Илья бы очень удивился, если бы узнал, что начальник цеха после телефонного звонка из обкома слово в слово сказал своему заместителю ту же самую фразу:
– Когда это кончится? Уже два года перестройки, а нас по-прежнему гоняют по колхозам. Когда они, наконец, научатся обходиться без шефов. Конец месяца, нужно давать план.
– Так вроде не посевная? Зачем им люди? – удивился заместитель.
– Для прополки моркови.
– А что, колхозники сами не справляются?
– А колхозников отправляют на учебу в Америку.

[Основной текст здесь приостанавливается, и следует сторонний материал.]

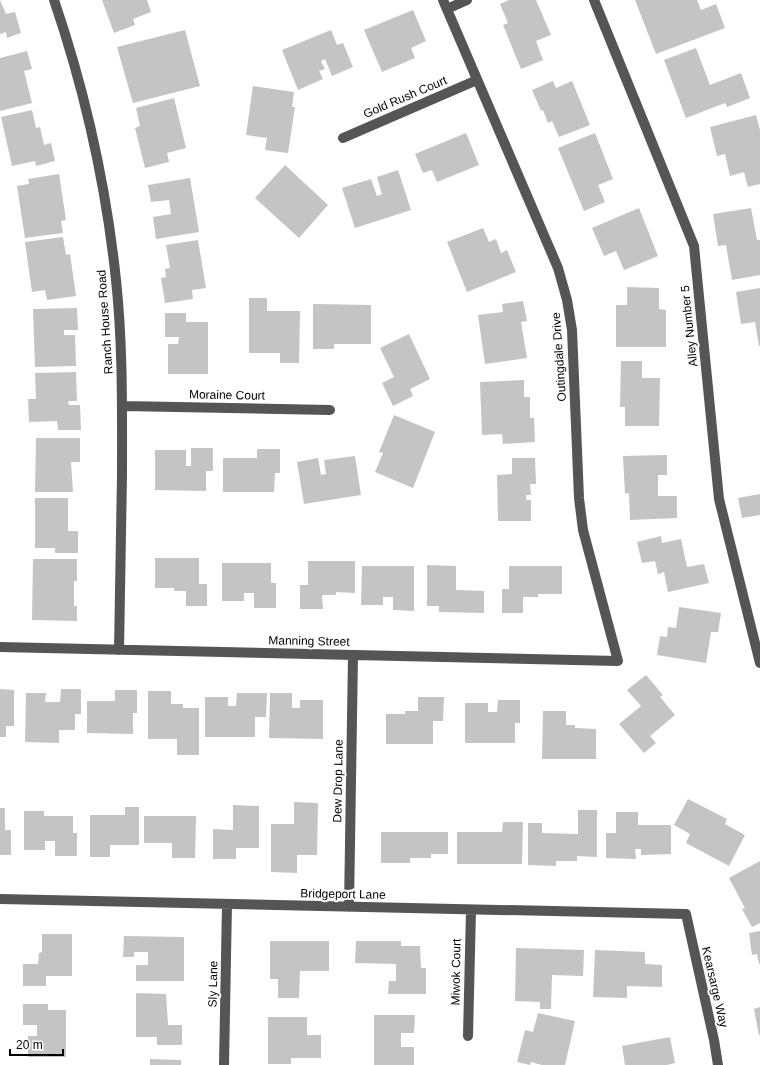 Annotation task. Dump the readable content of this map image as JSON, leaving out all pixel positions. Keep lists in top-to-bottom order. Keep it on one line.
{"streets":{"street":["Gold Rush Court","Ranch House Road","Alley Number 5","Outingdale Drive","Moraine Court","Manning Street","Dew Drop Lane","Bridgeport Lane","Miwok Court","Sly Lane","Kearsarge Way"]},"crossings":[["Gold Rush Court","Outingdale Drive"],["Ranch House Road","Moraine Court"],["Ranch House Road","Manning Street"],["Outingdale Drive","Manning Street"],["Manning Street","Dew Drop Lane"],["Dew Drop Lane","Bridgeport Lane"],["Bridgeport Lane","Miwok Court"],["Bridgeport Lane","Sly Lane"],["Bridgeport Lane","Kearsarge Way"]],"scale_bar":"20 m"} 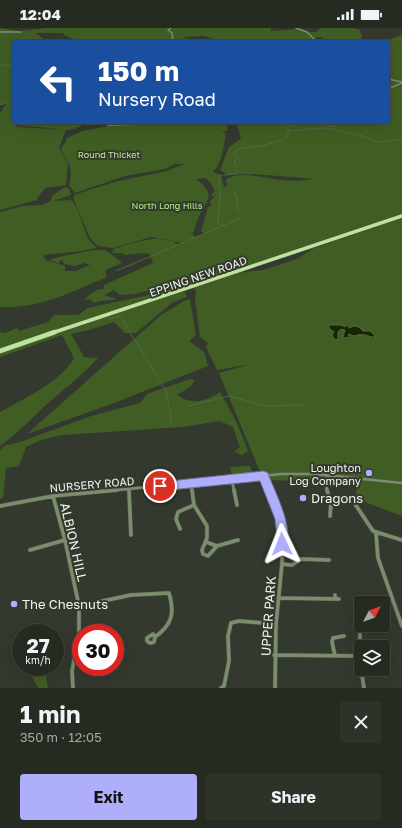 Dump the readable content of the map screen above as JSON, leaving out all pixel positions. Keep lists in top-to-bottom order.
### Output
{
  "streets": {
    "main road": ["EPPING NEW ROAD"],
    "street": ["NURSERY ROAD", "ALBION HILL", "UPPER PARK"]
  },
  "crossings": [
    ["NURSERY ROAD", "ALBION HILL"],
    ["NURSERY ROAD", "UPPER PARK"]
  ],
  "parks": ["Round Thicket", "North Long Hills"],
  "places": ["Loughton Log Company", "Dragons", "The Chesnuts"],
  "north": "top right",
  "page": {
    "status": "12:04",
    "turn": ["150 m", "Nursery Road"],
    "speed": "27 km/h",
    "limit": "30",
    "heading": ["1 min", "350 m · 12:05"],
    "buttons": ["Exit", "Share"]
  }
}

– Ха! Ну и шутки у вас, Александр Григорьевич! – закатился на стуле заместитель.
5
Однако начальнику было не до шуток. От цеха нужно было срочно выделить двух работников на общественных началах. Теоретически администрация не имела права к принуждению, а практически, еще не родился такой дурак, который добровольно покатит разгребать навоз.
– С ума они там посходили что ли? – пробормотал в сердцах Александр Григорьевич. – Какая к черту Америка?

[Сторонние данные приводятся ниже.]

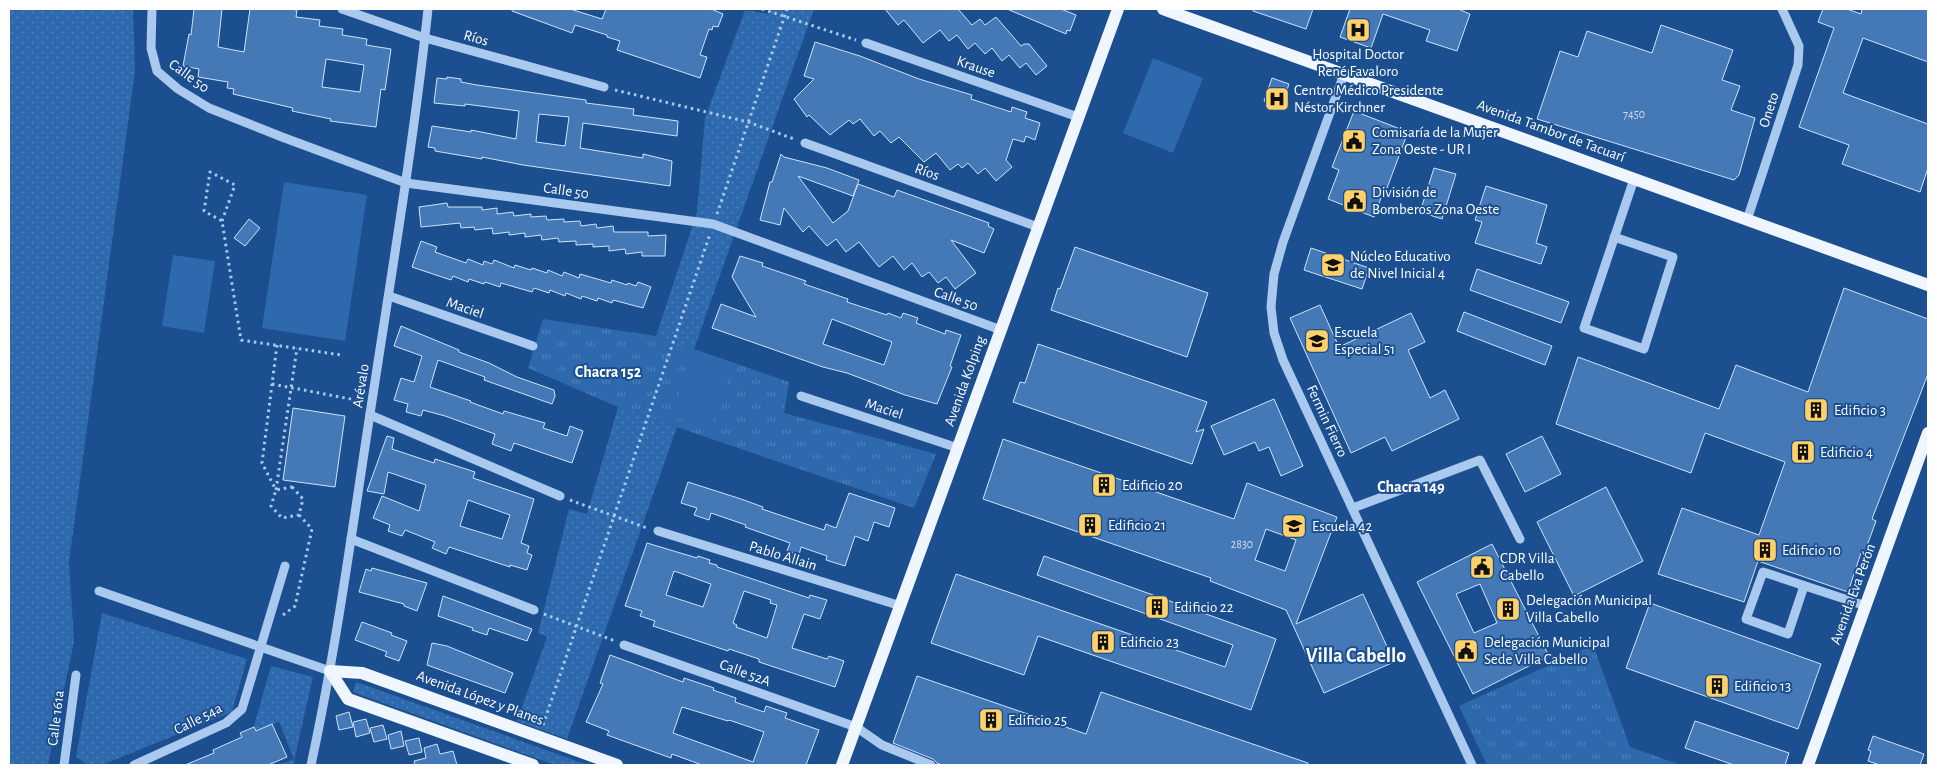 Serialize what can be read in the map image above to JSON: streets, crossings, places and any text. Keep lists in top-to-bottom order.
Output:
{
  "streets": {
    "main road": [
      "Avenida Tambor de Tacuarí",
      "Avenida Kolping",
      "Avenida Eva Perón",
      "Avenida López y Planes"
    ],
    "street": [
      "Ríos",
      "Krause",
      "Calle 50",
      "Oneto",
      "Maciel",
      "Arévalo",
      "Fermin Fierro",
      "Pablo Allain",
      "Calle 52A",
      "Calle 161a",
      "Calle 54a"
    ]
  },
  "crossings": [
    ["Ríos", "Avenida Kolping"],
    ["Ríos", "Arévalo"],
    ["Krause", "Avenida Kolping"],
    ["Calle 50", "Avenida Kolping"],
    ["Calle 50", "Arévalo"],
    ["Oneto", "Avenida Tambor de Tacuarí"],
    ["Avenida Tambor de Tacuarí", "Fermin Fierro"],
    ["Maciel", "Avenida Kolping"],
    ["Maciel", "Arévalo"],
    ["Avenida Kolping", "Pablo Allain"],
    ["Avenida Kolping", "Calle 52A"],
    ["Arévalo", "Avenida López y Planes"],
    ["Avenida López y Planes", "Calle 54a"]
  ],
  "districts": ["Chacra 152", "Chacra 149", "Villa Cabello"],
  "places": {
    "hospital": ["Hospital Doctor René Favaloro", "Centro Médico Presidente Néstor Kirchner"],
    "public building": [
      "Comisaría de la Mujer Zona Oeste - UR I",
      "División de Bomberos Zona Oeste",
      "CDR Villa Cabello",
      "Delegación Municipal Sede Villa Cabello"
    ],
    "school or university": ["Núcleo Educativo de Nivel Inicial 4", "Escuela Especial 51", "Escuela 42"],
    "building": [
      "Edificio 3",
      "Edificio 4",
      "Edificio 20",
      "Edificio 21",
      "Edificio 10",
      "Edificio 22",
      "Delegación Municipal Villa Cabello",
      "Edificio 23",
      "Edificio 13",
      "Edificio 25"
    ]
  },
  "house_numbers": ["7450", "2830"]
}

И действительно, то, что в эту минуту происходило в Коромысловке, напоминала сумасшествие. Бабы, собрав мужиков в дорогу, рыдали у них на груди, а те с американской брезгливостью воротили от деревенщин носы. А на площади уже ждал автобус.
Просто фантастика! Московский журналист не обманул! После вчерашнего обещания всех послать, он в последний раз цапнул доярку за грудь и культурно отрубился. Все ожидали, что наутро он не вспомнит ни черта из того, что нес на манер Хлестакова. Однако, проснувшись, москвич деловито опохмелился и потребовал правительственный телефон.
Председатель с парторгом испуганно переглянулись.
– У нас нет правительственного, – пролепетали они в один голос.
– Плохо! – поправил очки журналист. – Давайте какой есть. Мне нужно немедленно позвонить Николаичу, заместителю министра.
Присутствующие при этом мужики вздрогнули и робко сопроводили гостя до Правления, где был телефон, единственный во всей деревне. Журналист сразу начал набирать номер. До Министерства он дозвонился только с седьмой попытки. Коротко и вразумительно объяснил ситуацию и, выслушав ответ, расплылся в интеллигентной улыбке.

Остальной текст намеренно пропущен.